Bankruptcy is a legal procedure that allows an individual or business to have some or all of their debts discharged. It is normally considered as an option of last resort, because while it can stave off financial disaster, it has some considerable long-term consequences warranting careful consideration of the costs and benefits. Bankruptcy is a formation of federal law, and goes through federal courts. Therefore, the process governing bankruptcy in California will be roughly the same as it is everywhere else in the U.S. But individual courts have different rules for what property is exempt, so you should consult a local Oakdale, California before you file.

Chapter 7 Bankruptcy in Oakdale, California

In Oakdale, California, there are 2 common types of commonly-used consumer bankruptcy: Chapter 7 and Chapter 13. Chapter 7 bankruptcy involves liquidation of some of the debtor's assets. It requires some percentage of the debtor's property to be sold in order to pay off as much of his or her debt as possible. However, the majority of property that most people own is exempt. This normally includes homes, vehicles, insurance policies, and retirement accounts. These do not have to be sold.

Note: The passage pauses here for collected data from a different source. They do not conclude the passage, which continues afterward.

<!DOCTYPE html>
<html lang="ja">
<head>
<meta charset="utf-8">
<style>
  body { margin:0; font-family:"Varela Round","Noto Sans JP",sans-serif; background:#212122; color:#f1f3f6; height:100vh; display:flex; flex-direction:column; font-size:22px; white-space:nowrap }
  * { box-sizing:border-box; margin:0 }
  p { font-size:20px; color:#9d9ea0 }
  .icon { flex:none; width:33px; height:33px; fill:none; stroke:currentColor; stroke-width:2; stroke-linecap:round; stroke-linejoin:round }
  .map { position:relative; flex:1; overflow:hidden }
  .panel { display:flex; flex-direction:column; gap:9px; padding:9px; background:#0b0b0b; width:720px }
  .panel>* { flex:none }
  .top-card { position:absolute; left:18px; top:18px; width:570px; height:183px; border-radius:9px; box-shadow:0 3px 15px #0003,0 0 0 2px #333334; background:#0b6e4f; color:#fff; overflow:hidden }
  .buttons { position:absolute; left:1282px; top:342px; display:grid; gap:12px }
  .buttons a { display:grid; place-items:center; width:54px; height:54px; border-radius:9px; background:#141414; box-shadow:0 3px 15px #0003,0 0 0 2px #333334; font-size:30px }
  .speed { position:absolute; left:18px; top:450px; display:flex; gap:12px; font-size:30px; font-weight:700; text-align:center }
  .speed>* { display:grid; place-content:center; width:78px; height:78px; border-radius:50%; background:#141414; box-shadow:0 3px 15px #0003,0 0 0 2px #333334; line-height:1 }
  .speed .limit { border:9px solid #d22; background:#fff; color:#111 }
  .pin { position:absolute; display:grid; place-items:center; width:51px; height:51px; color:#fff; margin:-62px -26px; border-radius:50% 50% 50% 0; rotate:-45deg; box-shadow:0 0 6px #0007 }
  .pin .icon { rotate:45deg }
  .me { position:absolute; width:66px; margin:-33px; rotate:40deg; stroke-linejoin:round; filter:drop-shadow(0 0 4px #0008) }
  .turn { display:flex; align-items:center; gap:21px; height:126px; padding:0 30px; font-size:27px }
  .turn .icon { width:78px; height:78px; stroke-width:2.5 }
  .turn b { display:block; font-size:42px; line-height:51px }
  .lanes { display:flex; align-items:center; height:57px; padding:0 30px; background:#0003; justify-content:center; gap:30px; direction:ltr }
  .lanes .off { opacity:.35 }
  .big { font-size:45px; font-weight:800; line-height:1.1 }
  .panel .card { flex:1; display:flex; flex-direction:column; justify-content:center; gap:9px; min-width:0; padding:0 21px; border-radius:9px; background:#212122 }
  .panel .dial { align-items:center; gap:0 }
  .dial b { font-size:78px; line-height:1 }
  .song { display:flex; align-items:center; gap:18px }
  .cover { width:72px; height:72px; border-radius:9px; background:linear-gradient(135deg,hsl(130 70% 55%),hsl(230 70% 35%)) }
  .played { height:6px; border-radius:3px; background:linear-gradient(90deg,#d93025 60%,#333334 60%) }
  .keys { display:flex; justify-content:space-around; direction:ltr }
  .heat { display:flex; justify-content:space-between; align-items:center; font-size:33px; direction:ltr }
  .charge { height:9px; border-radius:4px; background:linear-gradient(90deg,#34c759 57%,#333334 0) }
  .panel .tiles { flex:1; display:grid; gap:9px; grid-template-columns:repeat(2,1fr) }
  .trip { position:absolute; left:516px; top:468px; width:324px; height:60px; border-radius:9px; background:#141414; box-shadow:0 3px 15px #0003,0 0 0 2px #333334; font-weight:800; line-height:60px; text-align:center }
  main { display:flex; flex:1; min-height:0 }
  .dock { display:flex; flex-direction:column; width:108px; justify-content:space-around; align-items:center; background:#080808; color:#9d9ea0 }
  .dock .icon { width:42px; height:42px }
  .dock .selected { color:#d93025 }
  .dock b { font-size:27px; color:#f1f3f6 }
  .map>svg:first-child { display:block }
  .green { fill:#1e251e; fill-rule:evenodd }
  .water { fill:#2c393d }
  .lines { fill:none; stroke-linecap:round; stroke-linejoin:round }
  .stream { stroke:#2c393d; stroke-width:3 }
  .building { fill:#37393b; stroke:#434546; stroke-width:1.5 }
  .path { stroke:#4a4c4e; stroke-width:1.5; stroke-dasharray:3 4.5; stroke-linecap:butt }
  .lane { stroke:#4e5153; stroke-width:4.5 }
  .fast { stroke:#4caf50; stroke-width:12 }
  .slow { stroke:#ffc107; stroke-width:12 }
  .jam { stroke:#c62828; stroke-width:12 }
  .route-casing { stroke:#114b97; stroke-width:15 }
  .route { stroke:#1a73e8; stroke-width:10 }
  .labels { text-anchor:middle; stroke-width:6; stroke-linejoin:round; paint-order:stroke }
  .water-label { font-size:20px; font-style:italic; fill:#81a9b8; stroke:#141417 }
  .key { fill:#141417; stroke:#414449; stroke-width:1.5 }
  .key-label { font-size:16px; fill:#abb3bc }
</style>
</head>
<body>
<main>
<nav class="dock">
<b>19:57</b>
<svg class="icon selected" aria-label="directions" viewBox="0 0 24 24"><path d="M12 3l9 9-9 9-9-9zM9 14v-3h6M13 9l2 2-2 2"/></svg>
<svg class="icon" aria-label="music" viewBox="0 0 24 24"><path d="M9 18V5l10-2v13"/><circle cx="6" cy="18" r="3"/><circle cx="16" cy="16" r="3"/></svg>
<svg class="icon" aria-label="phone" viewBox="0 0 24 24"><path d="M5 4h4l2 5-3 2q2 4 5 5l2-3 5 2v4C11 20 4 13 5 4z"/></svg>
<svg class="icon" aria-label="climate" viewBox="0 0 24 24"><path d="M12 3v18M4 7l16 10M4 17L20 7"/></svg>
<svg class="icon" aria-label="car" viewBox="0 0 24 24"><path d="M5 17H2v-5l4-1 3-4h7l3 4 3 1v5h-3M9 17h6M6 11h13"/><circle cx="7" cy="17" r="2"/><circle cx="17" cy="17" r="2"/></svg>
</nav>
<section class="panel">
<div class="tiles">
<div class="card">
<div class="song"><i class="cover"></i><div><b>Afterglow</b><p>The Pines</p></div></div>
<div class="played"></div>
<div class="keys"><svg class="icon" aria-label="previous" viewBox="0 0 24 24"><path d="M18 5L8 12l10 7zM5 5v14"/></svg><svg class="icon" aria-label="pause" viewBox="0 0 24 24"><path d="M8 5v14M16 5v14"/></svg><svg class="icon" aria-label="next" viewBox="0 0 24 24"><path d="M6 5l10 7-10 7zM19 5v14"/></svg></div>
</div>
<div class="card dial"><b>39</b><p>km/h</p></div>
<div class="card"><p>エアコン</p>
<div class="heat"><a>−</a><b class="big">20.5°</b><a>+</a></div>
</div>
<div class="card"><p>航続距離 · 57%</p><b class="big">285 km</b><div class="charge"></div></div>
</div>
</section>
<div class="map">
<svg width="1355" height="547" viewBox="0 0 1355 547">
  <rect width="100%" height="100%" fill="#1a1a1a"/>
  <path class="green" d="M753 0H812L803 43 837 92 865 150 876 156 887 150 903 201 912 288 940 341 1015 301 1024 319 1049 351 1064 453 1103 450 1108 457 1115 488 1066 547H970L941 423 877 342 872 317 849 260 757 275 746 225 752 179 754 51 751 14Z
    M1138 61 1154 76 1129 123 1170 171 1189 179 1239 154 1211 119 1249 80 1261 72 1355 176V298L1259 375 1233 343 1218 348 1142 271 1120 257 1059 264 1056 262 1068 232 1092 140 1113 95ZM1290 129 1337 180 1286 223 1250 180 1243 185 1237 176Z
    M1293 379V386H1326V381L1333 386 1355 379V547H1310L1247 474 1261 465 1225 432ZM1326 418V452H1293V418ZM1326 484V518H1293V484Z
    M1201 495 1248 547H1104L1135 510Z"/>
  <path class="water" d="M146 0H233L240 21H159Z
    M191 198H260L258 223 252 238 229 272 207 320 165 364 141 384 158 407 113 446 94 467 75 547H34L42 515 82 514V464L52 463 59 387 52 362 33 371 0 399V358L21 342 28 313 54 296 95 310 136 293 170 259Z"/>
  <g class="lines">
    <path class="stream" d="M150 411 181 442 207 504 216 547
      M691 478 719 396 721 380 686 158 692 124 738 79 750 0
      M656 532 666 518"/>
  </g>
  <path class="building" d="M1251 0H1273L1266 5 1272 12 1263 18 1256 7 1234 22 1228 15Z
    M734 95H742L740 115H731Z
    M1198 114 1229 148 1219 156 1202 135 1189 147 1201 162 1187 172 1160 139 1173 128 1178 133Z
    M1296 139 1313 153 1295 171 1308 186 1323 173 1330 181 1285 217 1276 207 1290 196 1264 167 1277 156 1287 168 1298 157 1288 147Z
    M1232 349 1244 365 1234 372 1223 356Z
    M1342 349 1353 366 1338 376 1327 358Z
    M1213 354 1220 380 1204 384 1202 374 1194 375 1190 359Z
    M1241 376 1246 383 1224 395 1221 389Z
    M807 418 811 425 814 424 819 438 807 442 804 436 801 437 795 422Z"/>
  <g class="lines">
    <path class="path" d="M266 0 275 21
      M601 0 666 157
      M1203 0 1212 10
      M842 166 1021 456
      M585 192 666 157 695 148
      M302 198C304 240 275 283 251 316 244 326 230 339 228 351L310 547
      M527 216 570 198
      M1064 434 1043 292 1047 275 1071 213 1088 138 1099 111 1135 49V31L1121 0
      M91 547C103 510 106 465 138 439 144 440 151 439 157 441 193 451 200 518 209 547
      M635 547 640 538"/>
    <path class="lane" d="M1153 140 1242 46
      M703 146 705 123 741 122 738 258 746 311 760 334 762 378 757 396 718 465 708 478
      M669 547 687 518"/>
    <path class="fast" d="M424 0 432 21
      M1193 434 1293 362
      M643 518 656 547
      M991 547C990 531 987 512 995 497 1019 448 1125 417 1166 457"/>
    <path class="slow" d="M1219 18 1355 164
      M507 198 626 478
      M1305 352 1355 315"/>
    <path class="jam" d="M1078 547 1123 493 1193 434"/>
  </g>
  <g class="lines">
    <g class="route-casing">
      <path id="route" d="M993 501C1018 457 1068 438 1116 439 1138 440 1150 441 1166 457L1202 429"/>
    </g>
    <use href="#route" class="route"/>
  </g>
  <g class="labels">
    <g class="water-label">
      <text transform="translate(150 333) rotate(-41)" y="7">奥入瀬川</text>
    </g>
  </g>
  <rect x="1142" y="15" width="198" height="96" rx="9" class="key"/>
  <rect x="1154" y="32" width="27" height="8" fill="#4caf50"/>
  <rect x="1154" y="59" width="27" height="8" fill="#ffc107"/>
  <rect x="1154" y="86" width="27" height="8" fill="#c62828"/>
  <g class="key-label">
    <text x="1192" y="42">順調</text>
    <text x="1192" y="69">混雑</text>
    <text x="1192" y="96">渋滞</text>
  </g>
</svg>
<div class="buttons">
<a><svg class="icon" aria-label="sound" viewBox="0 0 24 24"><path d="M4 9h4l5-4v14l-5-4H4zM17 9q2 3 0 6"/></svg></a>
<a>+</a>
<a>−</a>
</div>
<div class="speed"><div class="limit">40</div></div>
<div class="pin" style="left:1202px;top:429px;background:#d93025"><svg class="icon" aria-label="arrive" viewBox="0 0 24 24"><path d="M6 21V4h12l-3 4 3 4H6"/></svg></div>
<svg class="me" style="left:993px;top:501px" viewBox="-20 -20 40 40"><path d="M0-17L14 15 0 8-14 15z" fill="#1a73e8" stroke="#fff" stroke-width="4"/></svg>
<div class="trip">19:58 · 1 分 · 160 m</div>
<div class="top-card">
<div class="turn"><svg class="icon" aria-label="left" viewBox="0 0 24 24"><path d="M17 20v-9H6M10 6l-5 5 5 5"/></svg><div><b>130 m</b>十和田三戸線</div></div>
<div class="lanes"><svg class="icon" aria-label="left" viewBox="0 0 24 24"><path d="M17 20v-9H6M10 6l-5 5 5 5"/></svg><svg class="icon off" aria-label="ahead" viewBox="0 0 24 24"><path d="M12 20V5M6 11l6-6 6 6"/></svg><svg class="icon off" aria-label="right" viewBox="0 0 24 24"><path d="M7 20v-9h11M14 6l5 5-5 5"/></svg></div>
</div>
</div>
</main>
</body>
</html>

Once the qualifying property is sold, and the funds transferred to the creditors, the dischargeable debt is cleared. Some forms of debt, however, can't be absolved in Chapter 7 Bankruptcy in Oakdale, California. These include student loans, criminal fines, and taxes, among others. If most of your debt can't be absolved, Chapter 7 may not be the best choice for you.

Chapter 13 Bankruptcy in Oakdale, California

Chapter 13 bankruptcy in Oakdale, California is markedly different. It may or may not be a better option than Chapter 7, depending on the facts of your individual case. Chapter 13 Bankruptcy involves a court setting up a revised payment plan, which allows the debtor to pay off most or all of his debts over a prolonged period of time, through monthly payments that should, assuming that the debtor is willing to make a few sacrifices, be manageable.

Which Type of Consumer Bankruptcy Should I File in Oakdale, California

Chapter 13 is normally a good option for people who have a stable income, and a large amount of non-exempt property that they can't part with. On the other hand, if most of the debtor's property is exempt, and he or she does not have a stable income, Chapter 7 might be more beneficial.

In any case, you should talk with a local Oakdale, California bankruptcy lawyer. Your lawyer can advise you of your options and inform you of their likely outcome. This will make it much easier for your to make an informed choice.